Dataset entries:
——————
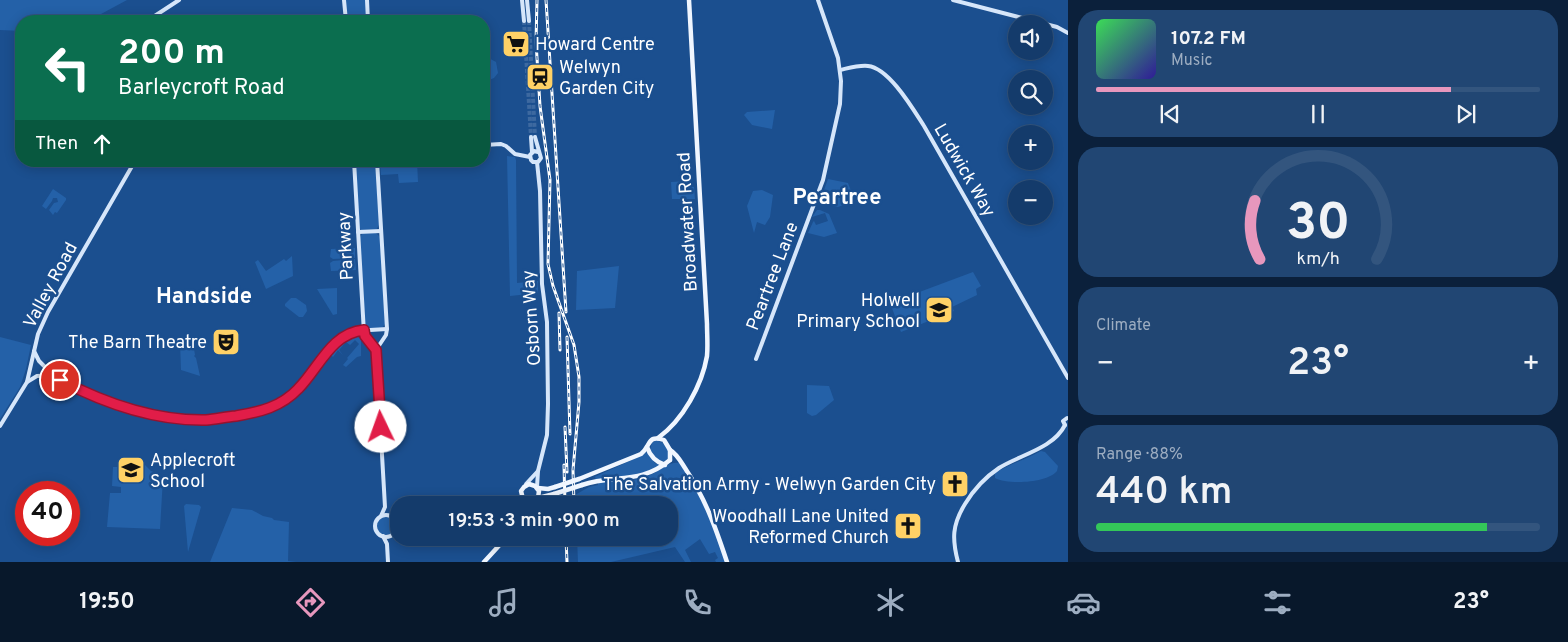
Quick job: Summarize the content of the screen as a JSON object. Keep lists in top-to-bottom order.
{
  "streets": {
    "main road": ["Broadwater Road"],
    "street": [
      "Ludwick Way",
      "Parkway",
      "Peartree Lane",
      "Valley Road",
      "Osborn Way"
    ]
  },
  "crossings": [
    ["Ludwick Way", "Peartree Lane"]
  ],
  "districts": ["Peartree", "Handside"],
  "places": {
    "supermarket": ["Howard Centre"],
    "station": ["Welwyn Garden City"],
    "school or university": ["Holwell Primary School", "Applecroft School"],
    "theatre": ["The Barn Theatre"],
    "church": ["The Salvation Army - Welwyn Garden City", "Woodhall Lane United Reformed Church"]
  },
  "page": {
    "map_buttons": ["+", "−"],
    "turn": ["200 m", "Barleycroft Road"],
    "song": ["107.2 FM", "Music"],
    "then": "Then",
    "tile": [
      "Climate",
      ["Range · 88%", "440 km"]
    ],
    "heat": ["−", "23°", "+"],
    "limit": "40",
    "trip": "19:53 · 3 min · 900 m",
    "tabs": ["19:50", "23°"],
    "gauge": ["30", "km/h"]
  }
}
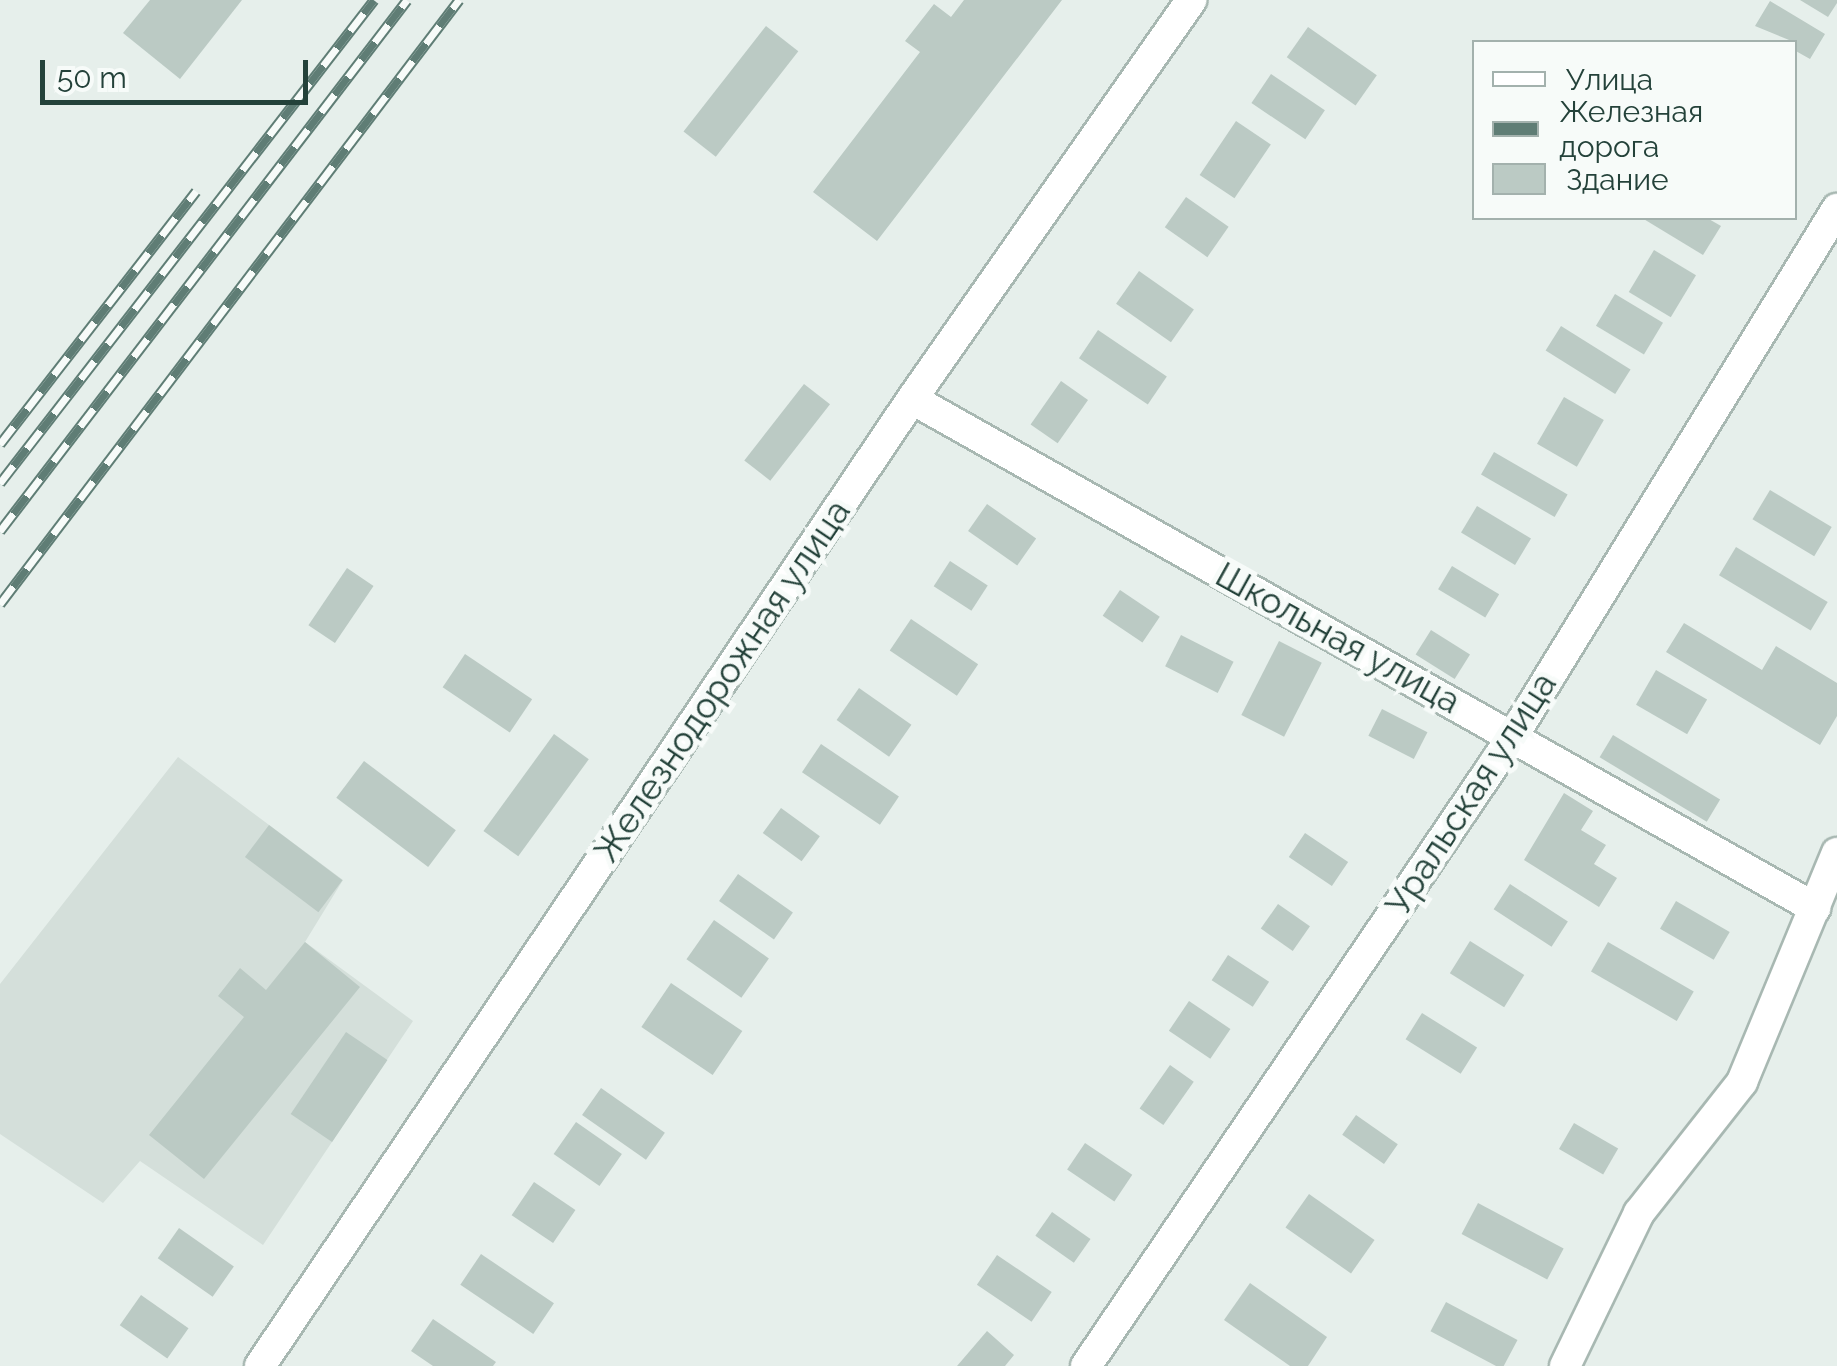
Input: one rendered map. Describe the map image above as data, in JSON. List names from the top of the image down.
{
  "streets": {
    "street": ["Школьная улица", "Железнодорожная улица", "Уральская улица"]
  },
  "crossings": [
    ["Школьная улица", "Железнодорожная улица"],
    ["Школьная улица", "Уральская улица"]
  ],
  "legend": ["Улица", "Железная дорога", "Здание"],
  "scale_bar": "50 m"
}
——————
■ YOUR ASSIGNMENT: The full set of entries should be transcribed exactly, pictures left aside.

■ EXPECTED OUTPUT:
Quick job: Summarize the content of the screen as a JSON object. Keep lists in top-to-bottom order.
{
  "streets": {
    "main road": ["Broadwater Road"],
    "street": [
      "Ludwick Way",
      "Parkway",
      "Peartree Lane",
      "Valley Road",
      "Osborn Way"
    ]
  },
  "crossings": [
    ["Ludwick Way", "Peartree Lane"]
  ],
  "districts": ["Peartree", "Handside"],
  "places": {
    "supermarket": ["Howard Centre"],
    "station": ["Welwyn Garden City"],
    "school or university": ["Holwell Primary School", "Applecroft School"],
    "theatre": ["The Barn Theatre"],
    "church": ["The Salvation Army - Welwyn Garden City", "Woodhall Lane United Reformed Church"]
  },
  "page": {
    "map_buttons": ["+", "−"],
    "turn": ["200 m", "Barleycroft Road"],
    "song": ["107.2 FM", "Music"],
    "then": "Then",
    "tile": [
      "Climate",
      ["Range · 88%", "440 km"]
    ],
    "heat": ["−", "23°", "+"],
    "limit": "40",
    "trip": "19:53 · 3 min · 900 m",
    "tabs": ["19:50", "23°"],
    "gauge": ["30", "km/h"]
  }
}
Input: one rendered map. Describe the map image above as data, in JSON. List names from the top of the image down.
{
  "streets": {
    "street": ["Школьная улица", "Железнодорожная улица", "Уральская улица"]
  },
  "crossings": [
    ["Школьная улица", "Железнодорожная улица"],
    ["Школьная улица", "Уральская улица"]
  ],
  "legend": ["Улица", "Железная дорога", "Здание"],
  "scale_bar": "50 m"
}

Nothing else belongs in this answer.